Ce sont ainsi plusieurs dizaines de millions de personnes qui assistent au match à distance, à la télévision, dans des salles de cinéma ou des drive-in. À Londres, 50 000 amateurs de boxe suivent le match dans des salles de cinéma. À New York, le prix relativement élevé des places pour un combat dont l'issue semble prévisible — Foreman est donné favori à trois contre un — en fait un spectacle pour privilégiés, excluant notamment le public noir urbain et défavorisé. Dans les salles, de nombreux sièges restent vides.
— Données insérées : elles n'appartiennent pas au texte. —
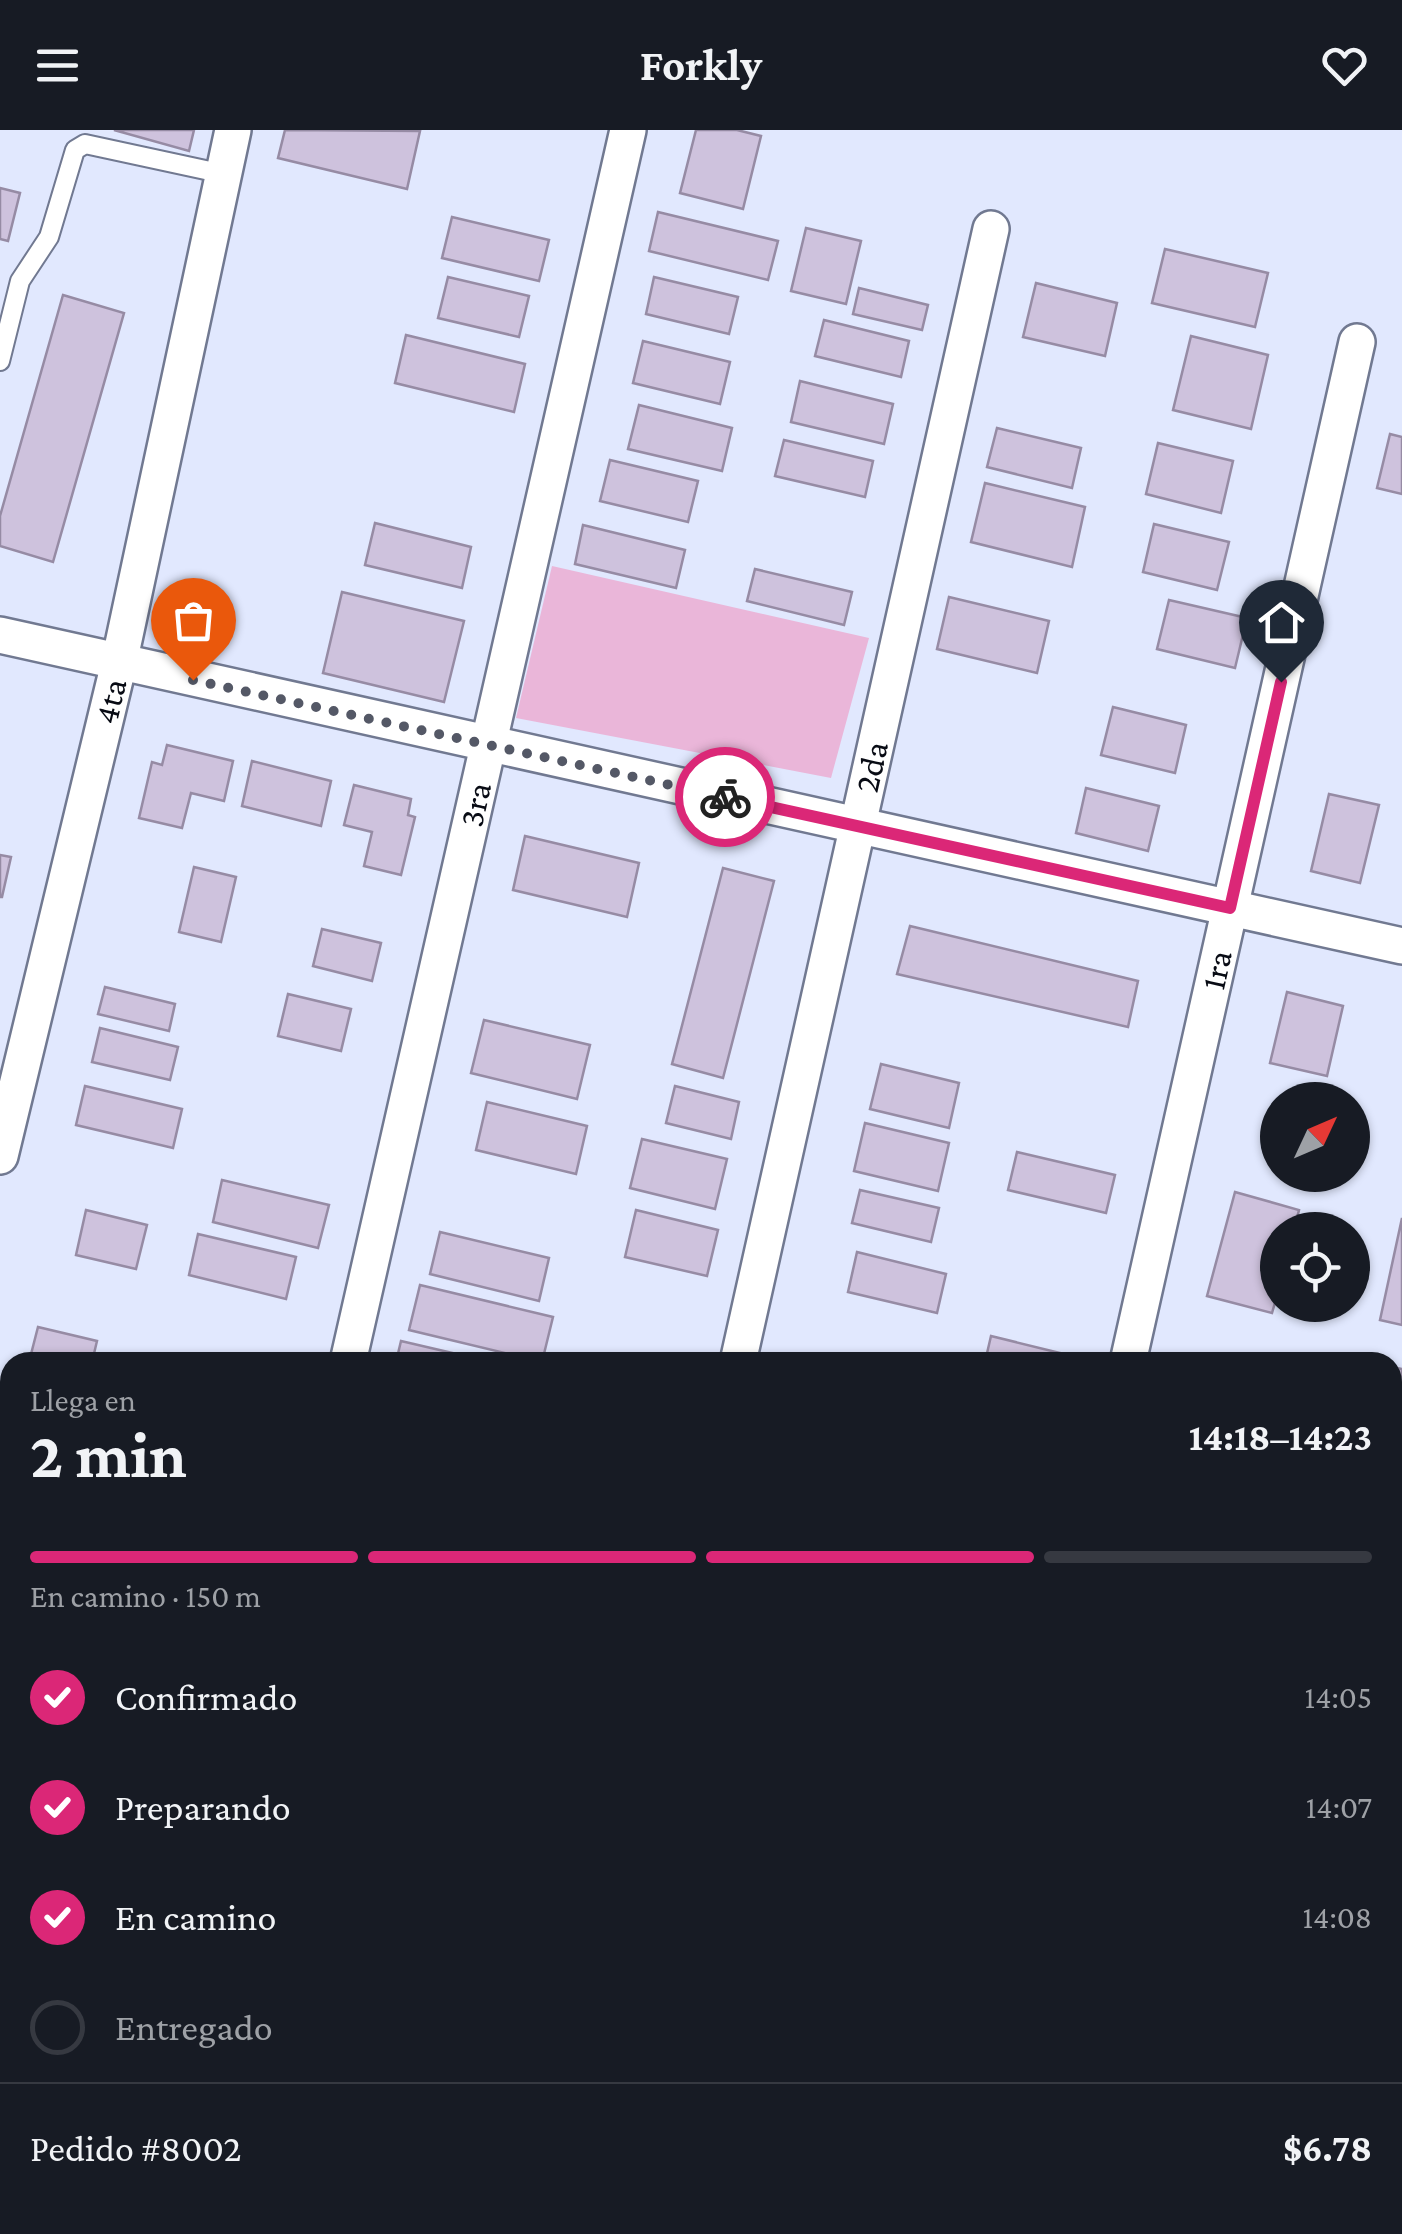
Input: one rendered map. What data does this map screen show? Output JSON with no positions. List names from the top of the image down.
{
  "streets": {
    "street": [
      "4ta",
      "2da",
      "3ra",
      "1ra"
    ]
  },
  "north": "top right",
  "page": {
    "header": "Forkly",
    "heading": ["2 min", "Llega en", "14:18–14:23"],
    "panel": ["Pedido #8002", "$6.78"],
    "bar": "En camino · 150 m",
    "list": [
      ["Confirmado", "14:05"],
      ["Preparando", "14:07"],
      ["En camino", "14:08"],
      "Entregado"
    ]
  }
}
La qualité technique de la retransmission est suffisamment médiocre pour qu'une partie des spectateurs quitte la salle après quelques reprises, sans assister au retournement final de la rencontre.
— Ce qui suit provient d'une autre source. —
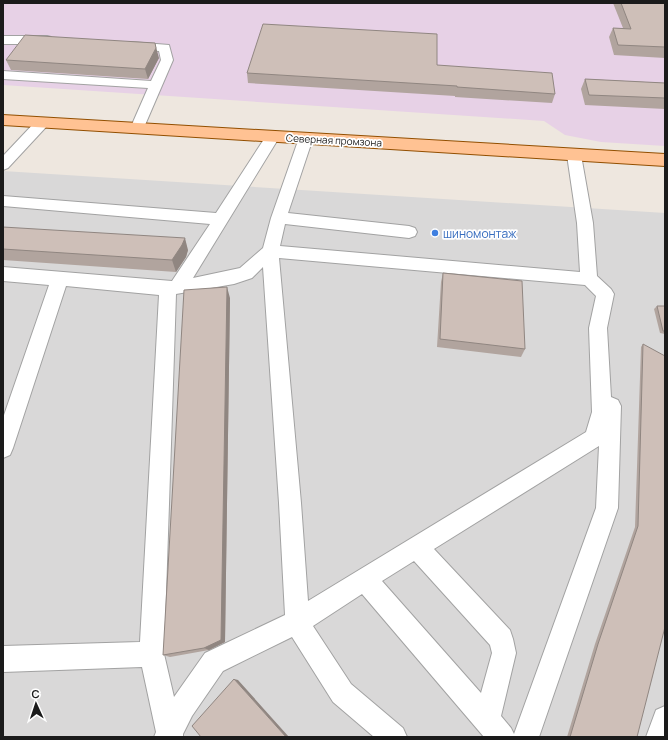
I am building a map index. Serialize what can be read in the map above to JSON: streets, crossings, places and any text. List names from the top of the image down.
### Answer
{
  "streets": {
    "main road": ["Северная промзона"]
  },
  "places": ["шиномонтаж"],
  "north": "top"
}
Dès 1964 et sa première conquête du titre, Mohamed Ali se fait le héraut de sa propre geste, modelant l'identité de ses opposants au gré des contextes. Il s'acharne particulièrement contre ses adversaires noirs, ravalés au rang de supplétifs des Blancs. Son combat contre George Foreman relève de l'opposition de génération et de style, le jeune Foreman, 40 victoires en 40 combats, libérant sur le ring une force brute, loin de la vivacité d'Ali. Mais ce dernier situe la confrontation sur un autre terrain : « S'il gagne, nous serons des esclaves pour 300 ans encore. Si je gagne, nous sommes libres ». Dans le show médiatique orchestré par Ali, Foreman devient à son corps défendant un représentant de l'ancienne puissance coloniale belge, un « oppresseur des nations noires ». Héros des Jeux de 1968 durant lesquels il défait un boxeur russe, George Foreman se trouve au Zaïre engagé dans une guerre des nerfs, tandis qu'Ali profite de bains de foule pour propager un encouragement qui devient un slogan, « Ali bomaye ! » — soit, en lingala, « Ali, tue-le ! ».
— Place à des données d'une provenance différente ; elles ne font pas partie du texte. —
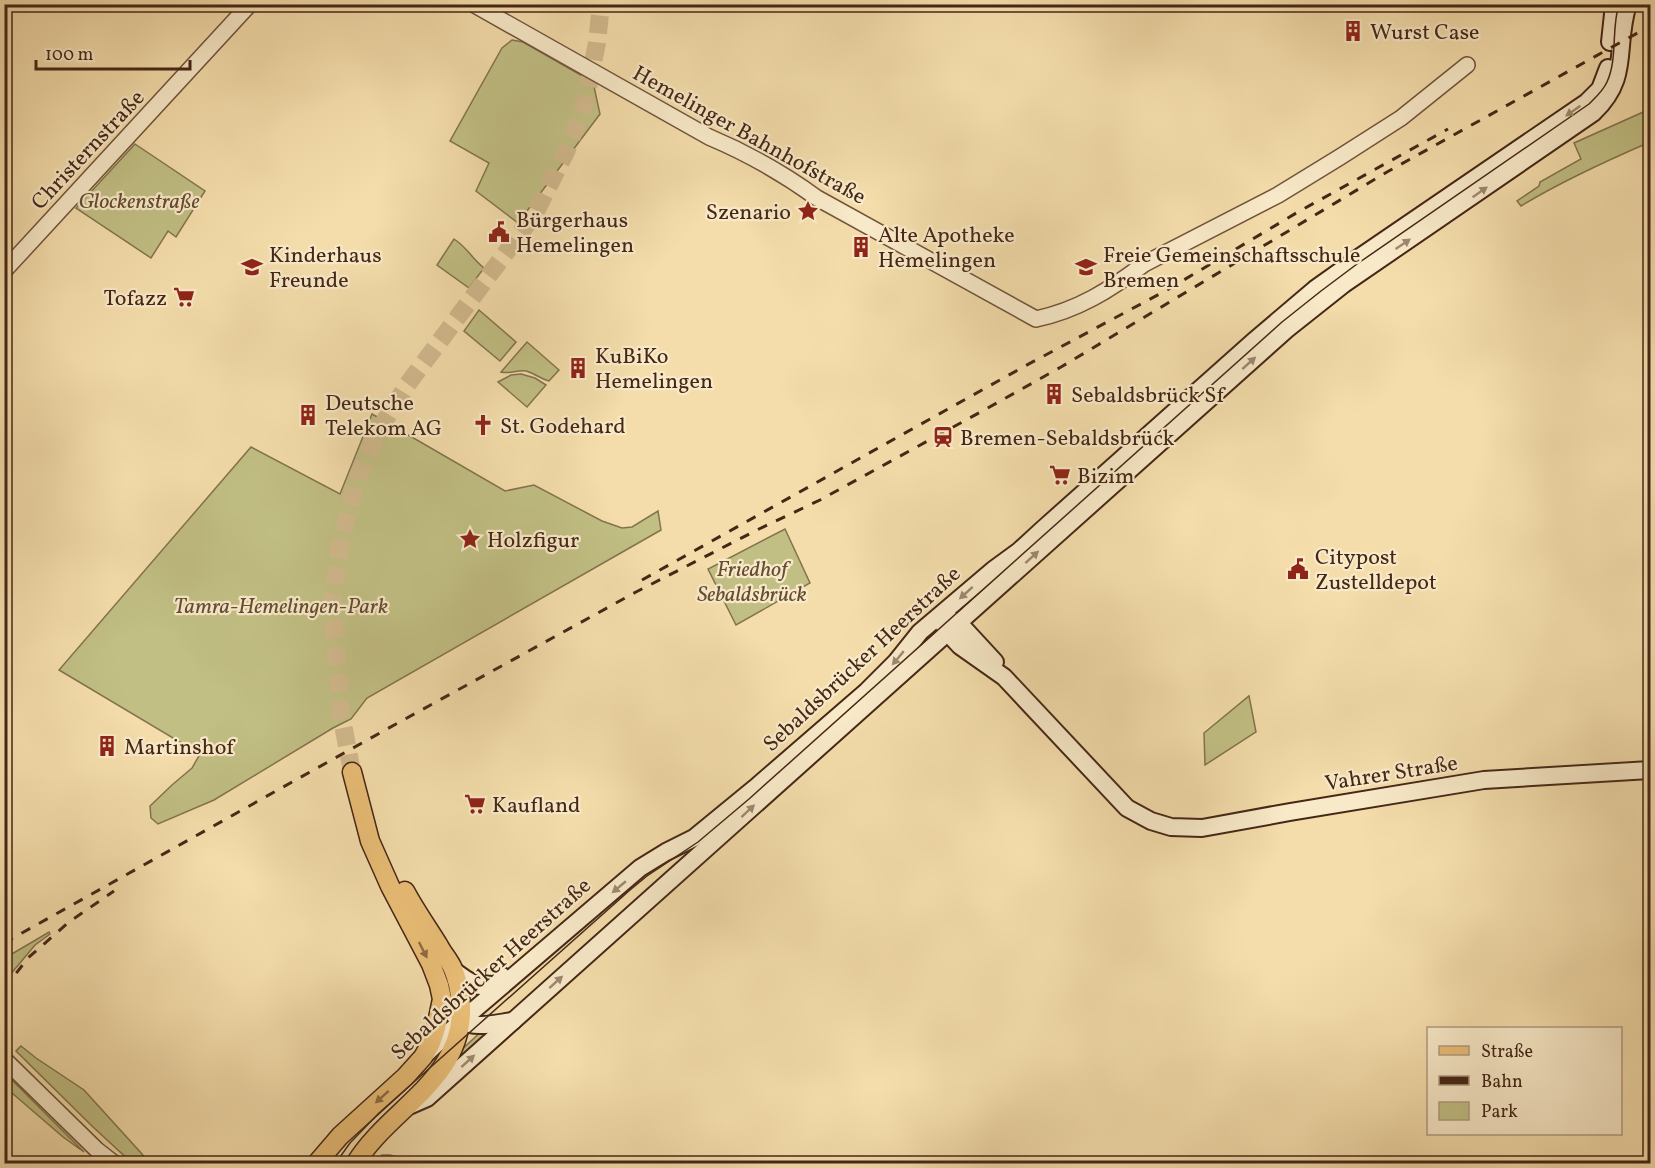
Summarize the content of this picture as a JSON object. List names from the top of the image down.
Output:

Donné perdant par les bookmakers comme par son entourage, Ali entre à 4h du matin dans une arène acquise à sa cause. Contrairement à ce qu'il a annoncé, il ne danse pas mais marche vers Foreman. Ali porte le premier assaut puis se laisse reposer sur les cordes. Un piège se referme sur Foreman, le rope-a-dope. Le champion en titre s'épuise à cogner son adversaire qui encaisse et bloque les coups, tandis que l'élasticité des cordes absorbe une part de l'énergie du combat. Ali ne sort des cordes que dans les dernières secondes des rounds pour porter ses coups. Il épuise Foreman, battu par KO au 8ème round.
En différé, la rencontre est suivie par 300 à 500 millions de spectateurs à travers le monde. Sur place, près de 600 journalistes assurent son retentissement mondial et sa renommée. Le match est une consécration pour Ali, qui reconquiert en Afrique le titre de champion du monde. Envisagé comme son dernier match, il ouvre en réalité une série de nouveaux combats, qui se prolonge jusqu'au début des années 1980. Deux documentaires, profitant des matériaux collectés sur place, assurent la postérité du match et des concerts, When We Were Kings (Leon Gast, 1996) et Soul Power (Jeffrey Levy-Hinte, 2008).
Norman Mailer, The Fight (New York: Random House, 2013 [1975]), 43.